◆ **Exercise brief**
Each line in the entries that has the word "image" has to be copied.

◆ **Excerpted data**
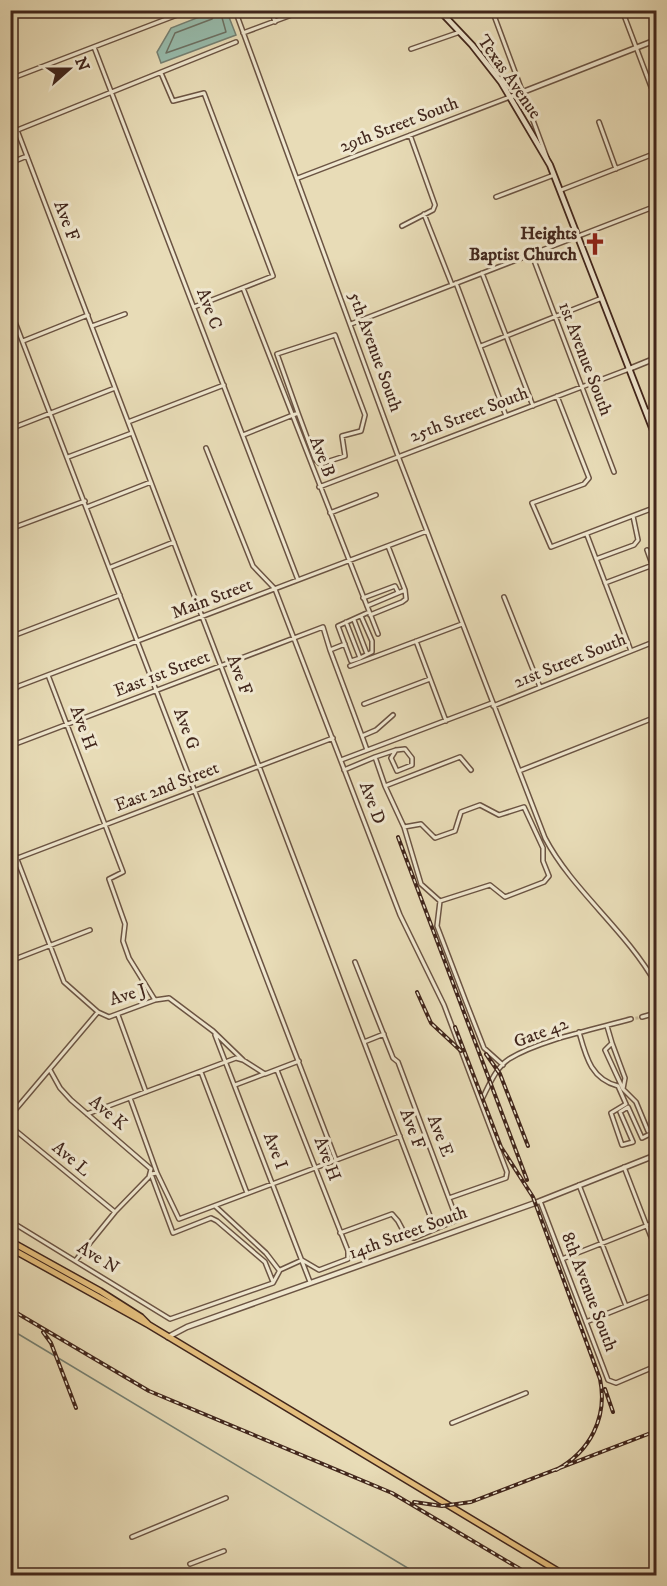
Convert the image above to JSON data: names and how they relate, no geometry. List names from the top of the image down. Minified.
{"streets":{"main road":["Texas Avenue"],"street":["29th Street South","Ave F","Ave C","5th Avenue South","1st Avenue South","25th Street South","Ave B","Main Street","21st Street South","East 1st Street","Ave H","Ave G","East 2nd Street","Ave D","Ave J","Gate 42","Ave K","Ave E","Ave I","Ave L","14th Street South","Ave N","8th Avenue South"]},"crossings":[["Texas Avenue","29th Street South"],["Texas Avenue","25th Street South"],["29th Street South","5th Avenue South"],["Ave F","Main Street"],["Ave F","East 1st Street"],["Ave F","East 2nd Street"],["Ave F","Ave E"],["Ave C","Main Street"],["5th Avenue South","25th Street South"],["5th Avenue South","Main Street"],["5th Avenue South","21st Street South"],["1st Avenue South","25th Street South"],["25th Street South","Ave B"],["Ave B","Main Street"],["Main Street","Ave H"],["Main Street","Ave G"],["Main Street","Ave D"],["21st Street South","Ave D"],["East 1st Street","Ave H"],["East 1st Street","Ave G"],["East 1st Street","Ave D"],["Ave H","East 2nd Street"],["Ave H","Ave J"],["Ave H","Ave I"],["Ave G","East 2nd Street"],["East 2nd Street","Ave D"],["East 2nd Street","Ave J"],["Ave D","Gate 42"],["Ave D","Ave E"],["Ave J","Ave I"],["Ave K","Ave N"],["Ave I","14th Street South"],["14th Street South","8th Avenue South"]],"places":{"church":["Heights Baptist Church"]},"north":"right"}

==

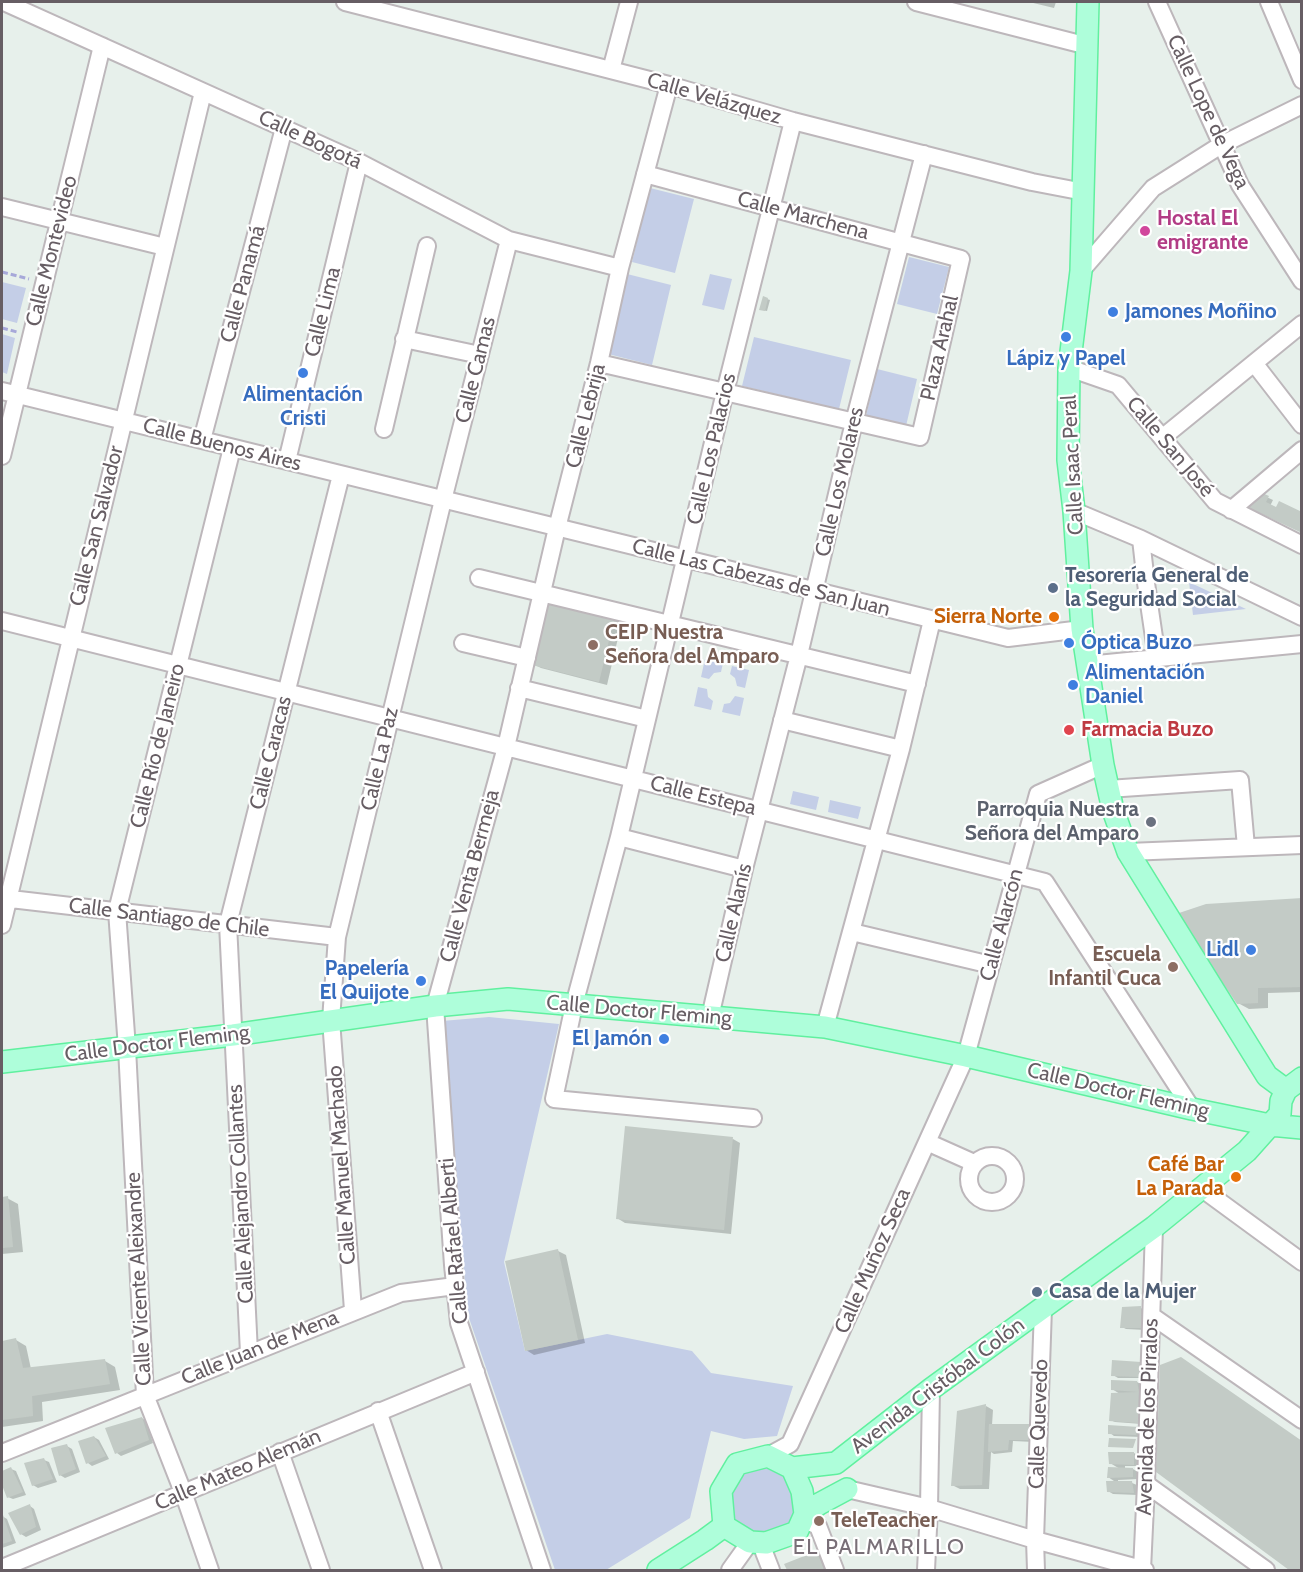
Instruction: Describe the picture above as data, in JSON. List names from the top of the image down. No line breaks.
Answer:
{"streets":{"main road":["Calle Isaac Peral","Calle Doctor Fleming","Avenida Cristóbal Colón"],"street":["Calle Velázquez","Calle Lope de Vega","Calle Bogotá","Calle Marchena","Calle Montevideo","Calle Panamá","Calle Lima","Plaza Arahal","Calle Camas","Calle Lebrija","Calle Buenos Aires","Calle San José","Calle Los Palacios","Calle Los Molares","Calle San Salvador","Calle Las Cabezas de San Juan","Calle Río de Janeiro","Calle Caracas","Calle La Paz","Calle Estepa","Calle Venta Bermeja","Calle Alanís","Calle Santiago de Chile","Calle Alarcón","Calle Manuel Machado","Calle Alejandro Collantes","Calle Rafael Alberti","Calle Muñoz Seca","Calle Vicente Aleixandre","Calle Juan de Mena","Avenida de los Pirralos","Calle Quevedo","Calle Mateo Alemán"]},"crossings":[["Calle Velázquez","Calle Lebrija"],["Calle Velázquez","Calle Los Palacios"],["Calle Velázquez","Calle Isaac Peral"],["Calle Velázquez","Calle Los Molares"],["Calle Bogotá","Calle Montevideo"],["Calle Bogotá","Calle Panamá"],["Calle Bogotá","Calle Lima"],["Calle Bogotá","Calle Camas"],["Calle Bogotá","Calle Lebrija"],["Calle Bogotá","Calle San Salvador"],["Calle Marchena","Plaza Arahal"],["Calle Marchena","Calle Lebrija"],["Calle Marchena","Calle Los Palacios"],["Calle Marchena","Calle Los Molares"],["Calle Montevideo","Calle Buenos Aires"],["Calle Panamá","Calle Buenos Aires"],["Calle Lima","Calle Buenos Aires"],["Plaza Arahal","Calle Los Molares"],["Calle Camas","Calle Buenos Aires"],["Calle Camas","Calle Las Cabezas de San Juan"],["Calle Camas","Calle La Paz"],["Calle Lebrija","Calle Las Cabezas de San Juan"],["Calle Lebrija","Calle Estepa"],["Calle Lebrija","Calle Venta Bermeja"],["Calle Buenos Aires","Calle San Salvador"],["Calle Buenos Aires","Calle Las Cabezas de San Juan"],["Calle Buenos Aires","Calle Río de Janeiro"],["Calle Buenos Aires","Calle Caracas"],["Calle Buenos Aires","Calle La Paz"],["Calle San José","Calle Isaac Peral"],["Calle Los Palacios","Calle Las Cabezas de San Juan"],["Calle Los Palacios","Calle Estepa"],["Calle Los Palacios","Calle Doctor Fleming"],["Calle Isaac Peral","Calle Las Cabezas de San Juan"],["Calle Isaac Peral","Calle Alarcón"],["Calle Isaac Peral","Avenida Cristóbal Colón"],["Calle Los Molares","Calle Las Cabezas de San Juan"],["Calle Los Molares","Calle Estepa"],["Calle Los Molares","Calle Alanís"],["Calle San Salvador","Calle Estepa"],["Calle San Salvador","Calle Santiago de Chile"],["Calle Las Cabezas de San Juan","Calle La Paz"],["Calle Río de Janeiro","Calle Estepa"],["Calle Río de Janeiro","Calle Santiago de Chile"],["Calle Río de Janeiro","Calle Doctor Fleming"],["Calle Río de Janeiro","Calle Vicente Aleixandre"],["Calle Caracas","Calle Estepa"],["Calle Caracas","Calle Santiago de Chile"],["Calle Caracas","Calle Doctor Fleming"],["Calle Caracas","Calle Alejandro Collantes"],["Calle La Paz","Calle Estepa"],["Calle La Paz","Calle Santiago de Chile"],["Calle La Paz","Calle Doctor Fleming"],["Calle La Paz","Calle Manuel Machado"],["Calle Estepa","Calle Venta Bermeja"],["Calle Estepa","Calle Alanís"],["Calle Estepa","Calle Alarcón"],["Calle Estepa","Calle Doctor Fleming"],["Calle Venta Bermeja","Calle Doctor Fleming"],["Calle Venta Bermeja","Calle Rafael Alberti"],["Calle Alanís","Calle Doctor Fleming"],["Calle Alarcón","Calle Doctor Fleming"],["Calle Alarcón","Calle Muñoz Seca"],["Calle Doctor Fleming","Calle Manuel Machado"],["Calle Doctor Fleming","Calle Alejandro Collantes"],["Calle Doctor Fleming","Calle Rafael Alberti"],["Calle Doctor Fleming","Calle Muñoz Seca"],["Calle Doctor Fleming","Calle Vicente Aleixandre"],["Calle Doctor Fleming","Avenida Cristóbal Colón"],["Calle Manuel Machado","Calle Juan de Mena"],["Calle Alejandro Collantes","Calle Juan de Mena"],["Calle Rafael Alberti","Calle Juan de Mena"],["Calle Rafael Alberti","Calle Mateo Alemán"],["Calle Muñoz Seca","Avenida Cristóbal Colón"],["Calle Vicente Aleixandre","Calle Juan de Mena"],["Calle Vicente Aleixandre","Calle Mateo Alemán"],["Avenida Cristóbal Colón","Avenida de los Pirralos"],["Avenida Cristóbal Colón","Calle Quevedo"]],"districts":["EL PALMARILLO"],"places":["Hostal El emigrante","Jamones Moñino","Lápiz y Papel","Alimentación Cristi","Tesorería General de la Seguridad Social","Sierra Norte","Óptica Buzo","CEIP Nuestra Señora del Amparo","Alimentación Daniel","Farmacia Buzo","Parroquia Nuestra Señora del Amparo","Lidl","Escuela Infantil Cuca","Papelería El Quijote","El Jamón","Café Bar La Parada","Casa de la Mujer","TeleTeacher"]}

◆ **Answer to this problem**
Convert the image above to JSON data: names and how they relate, no geometry. List names from the top of the image down. Minified.
Instruction: Describe the picture above as data, in JSON. List names from the top of the image down. No line breaks.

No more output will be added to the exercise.